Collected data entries
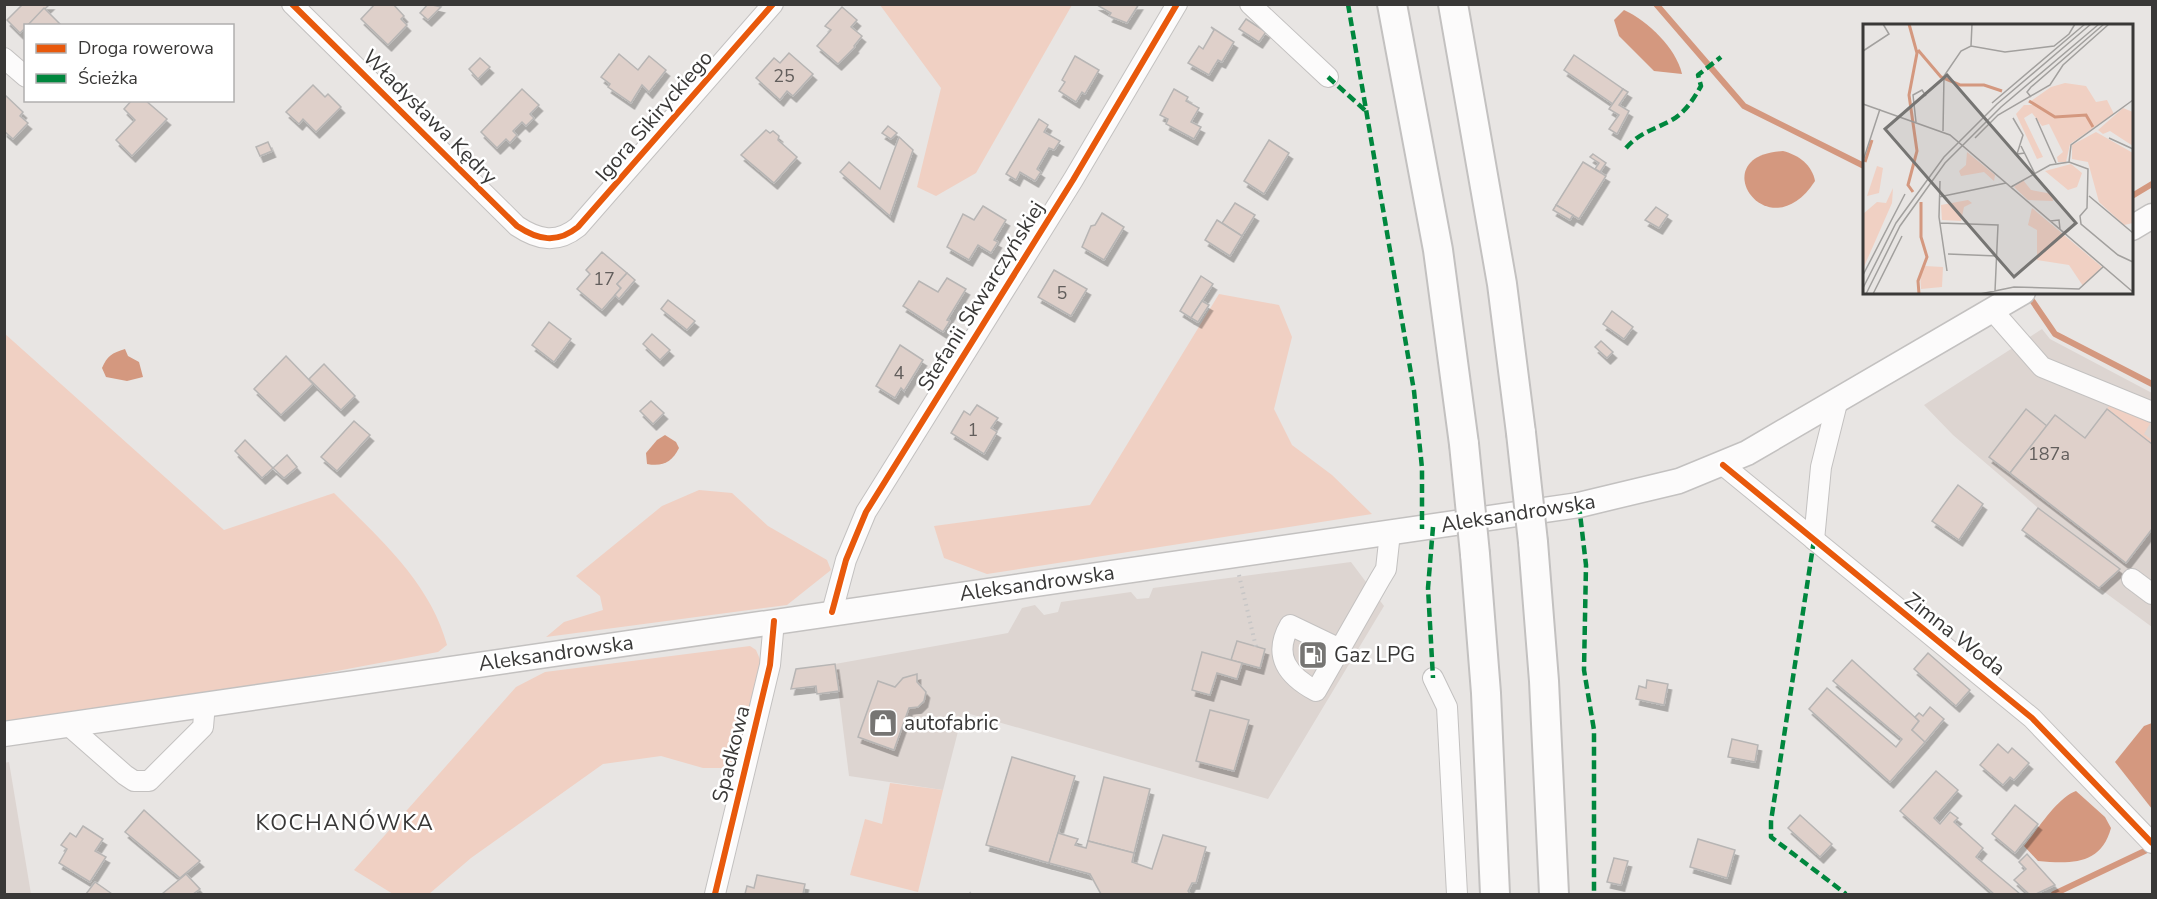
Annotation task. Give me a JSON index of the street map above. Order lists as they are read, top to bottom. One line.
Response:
{"streets":{"main road":["Aleksandrowska"],"street":["Igora Sikiryckiego","Władysława Kędry","Stefanii Skwarczyńskiej","Zimna Woda","Spadkowa"]},"crossings":[["Igora Sikiryckiego","Władysława Kędry"],["Stefanii Skwarczyńskiej","Aleksandrowska"],["Aleksandrowska","Zimna Woda"],["Aleksandrowska","Spadkowa"]],"districts":["KOCHANÓWKA"],"places":{"fuel station":["Gaz LPG"],"shop":["autofabric"]},"house_numbers":["25","17","5","4","1","187a"],"legend":["Droga rowerowa","Ścieżka"]}
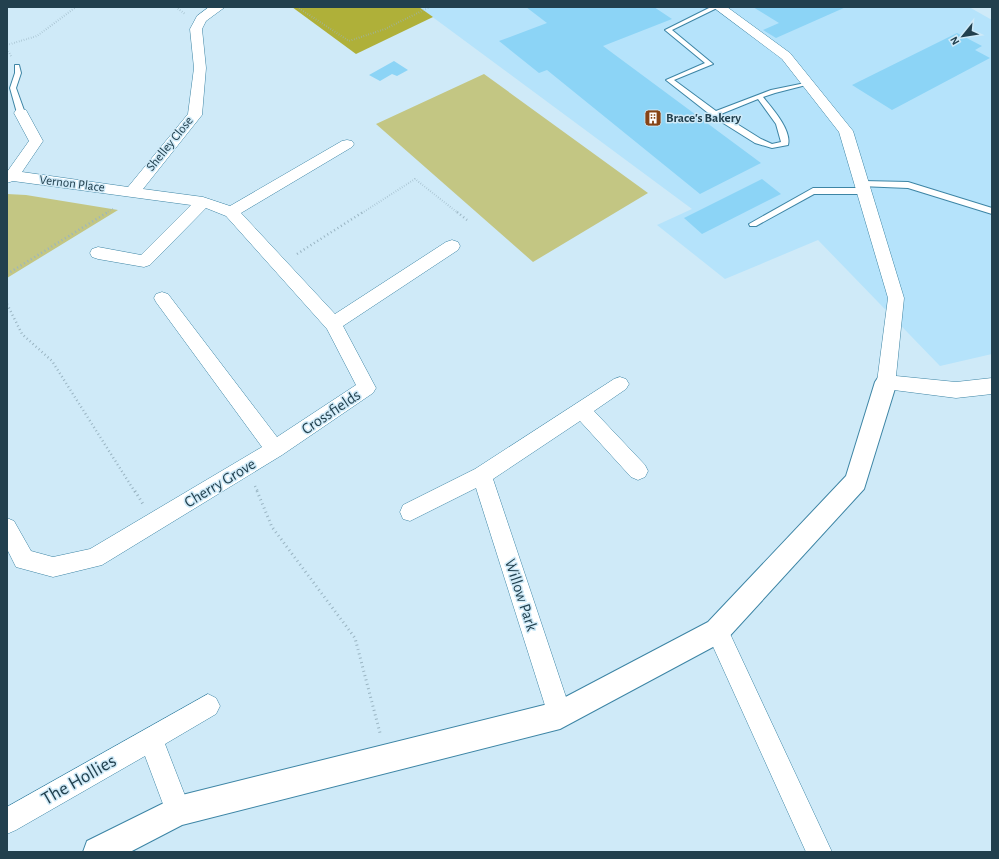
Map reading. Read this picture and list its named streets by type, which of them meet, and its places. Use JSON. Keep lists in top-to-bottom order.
{
  "streets": {
    "street": [
      "Shelley Close",
      "Vernon Place",
      "Crossfields",
      "Cherry Grove",
      "Willow Park",
      "The Hollies"
    ]
  },
  "crossings": [
    ["Shelley Close", "Vernon Place"],
    ["Shelley Close", "Crossfields"],
    ["Vernon Place", "Crossfields"],
    ["Crossfields", "Cherry Grove"]
  ],
  "places": {
    "building": ["Brace's Bakery"]
  },
  "north": "bottom left"
}
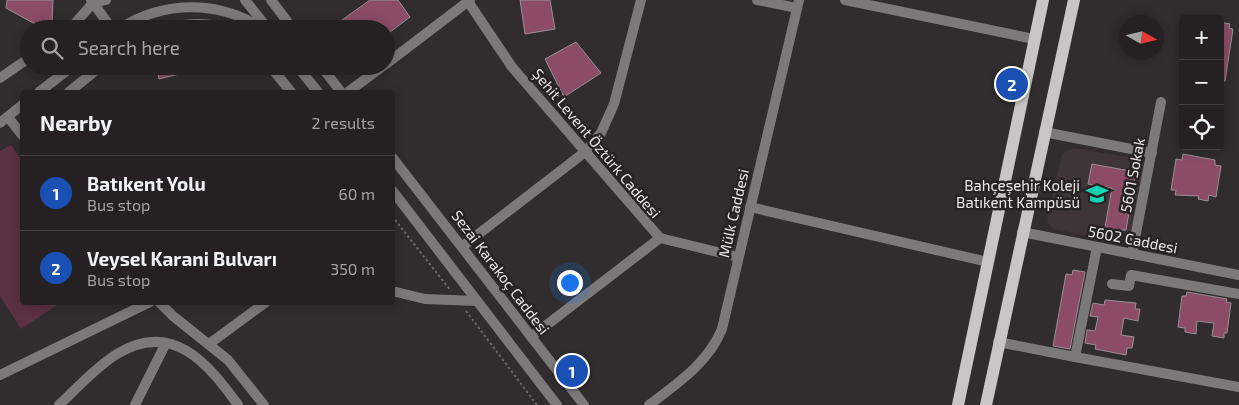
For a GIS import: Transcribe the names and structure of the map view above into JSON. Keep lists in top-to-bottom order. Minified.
{"streets":{"street":["Şehit Levent Öztürk Caddesi","5601 Sokak","Mülk Caddesi","5602 Caddesi","Sezai Karakoç Caddesi"]},"crossings":[["Şehit Levent Öztürk Caddesi","Mülk Caddesi"],["5601 Sokak","5602 Caddesi"]],"places":{"school or university":["Bahçeşehir Koleji Batıkent Kampüsü"]},"north":"right","page":{"map_buttons":["+","−"],"search":"Search here","pins":["2","1"],"heading":["Nearby","2 results"],"list":[{"mark":"1","name":"Batıkent Yolu","note":"Bus stop","value":"60 m"},{"mark":"2","name":"Veysel Karani Bulvarı","note":"Bus stop","value":"350 m"}]}}
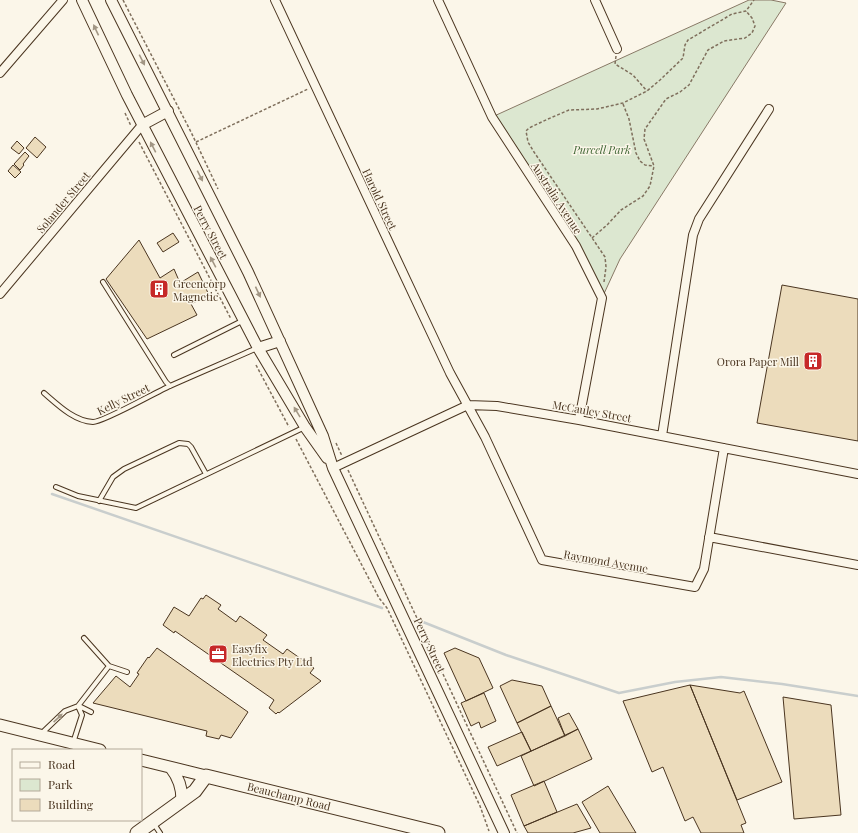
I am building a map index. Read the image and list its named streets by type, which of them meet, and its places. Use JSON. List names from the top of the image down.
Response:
{
  "streets": {
    "main road": ["Beauchamp Road"],
    "street": [
      "Australia Avenue",
      "Harold Street",
      "Solander Street",
      "Perry Street",
      "McCauley Street",
      "Raymond Avenue"
    ],
    "lane": ["Kelly Street"]
  },
  "crossings": [
    ["Harold Street", "McCauley Street"],
    ["Harold Street", "Raymond Avenue"],
    ["Solander Street", "Perry Street"],
    ["Perry Street", "Kelly Street"],
    ["Perry Street", "McCauley Street"],
    ["McCauley Street", "Raymond Avenue"]
  ],
  "parks": ["Purcell Park"],
  "places": {
    "building": ["Greencorp Magnetic", "Orora Paper Mill"],
    "office": ["Easyfix Electrics Pty Ltd"]
  },
  "legend": ["Road", "Park", "Building"]
}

▶ [Action item]: Repeat the entries above exactly and skip the images.

▶ [Response to this exercise]:
Annotation task. Give me a JSON index of the street map above. Order lists as they are read, top to bottom. One line.
Response:
{"streets":{"main road":["Aleksandrowska"],"street":["Igora Sikiryckiego","Władysława Kędry","Stefanii Skwarczyńskiej","Zimna Woda","Spadkowa"]},"crossings":[["Igora Sikiryckiego","Władysława Kędry"],["Stefanii Skwarczyńskiej","Aleksandrowska"],["Aleksandrowska","Zimna Woda"],["Aleksandrowska","Spadkowa"]],"districts":["KOCHANÓWKA"],"places":{"fuel station":["Gaz LPG"],"shop":["autofabric"]},"house_numbers":["25","17","5","4","1","187a"],"legend":["Droga rowerowa","Ścieżka"]}
Map reading. Read this picture and list its named streets by type, which of them meet, and its places. Use JSON. Keep lists in top-to-bottom order.
{
  "streets": {
    "street": [
      "Shelley Close",
      "Vernon Place",
      "Crossfields",
      "Cherry Grove",
      "Willow Park",
      "The Hollies"
    ]
  },
  "crossings": [
    ["Shelley Close", "Vernon Place"],
    ["Shelley Close", "Crossfields"],
    ["Vernon Place", "Crossfields"],
    ["Crossfields", "Cherry Grove"]
  ],
  "places": {
    "building": ["Brace's Bakery"]
  },
  "north": "bottom left"
}
For a GIS import: Transcribe the names and structure of the map view above into JSON. Keep lists in top-to-bottom order. Minified.
{"streets":{"street":["Şehit Levent Öztürk Caddesi","5601 Sokak","Mülk Caddesi","5602 Caddesi","Sezai Karakoç Caddesi"]},"crossings":[["Şehit Levent Öztürk Caddesi","Mülk Caddesi"],["5601 Sokak","5602 Caddesi"]],"places":{"school or university":["Bahçeşehir Koleji Batıkent Kampüsü"]},"north":"right","page":{"map_buttons":["+","−"],"search":"Search here","pins":["2","1"],"heading":["Nearby","2 results"],"list":[{"mark":"1","name":"Batıkent Yolu","note":"Bus stop","value":"60 m"},{"mark":"2","name":"Veysel Karani Bulvarı","note":"Bus stop","value":"350 m"}]}}
I am building a map index. Read the image and list its named streets by type, which of them meet, and its places. Use JSON. List names from the top of the image down.
Response:
{
  "streets": {
    "main road": ["Beauchamp Road"],
    "street": [
      "Australia Avenue",
      "Harold Street",
      "Solander Street",
      "Perry Street",
      "McCauley Street",
      "Raymond Avenue"
    ],
    "lane": ["Kelly Street"]
  },
  "crossings": [
    ["Harold Street", "McCauley Street"],
    ["Harold Street", "Raymond Avenue"],
    ["Solander Street", "Perry Street"],
    ["Perry Street", "Kelly Street"],
    ["Perry Street", "McCauley Street"],
    ["McCauley Street", "Raymond Avenue"]
  ],
  "parks": ["Purcell Park"],
  "places": {
    "building": ["Greencorp Magnetic", "Orora Paper Mill"],
    "office": ["Easyfix Electrics Pty Ltd"]
  },
  "legend": ["Road", "Park", "Building"]
}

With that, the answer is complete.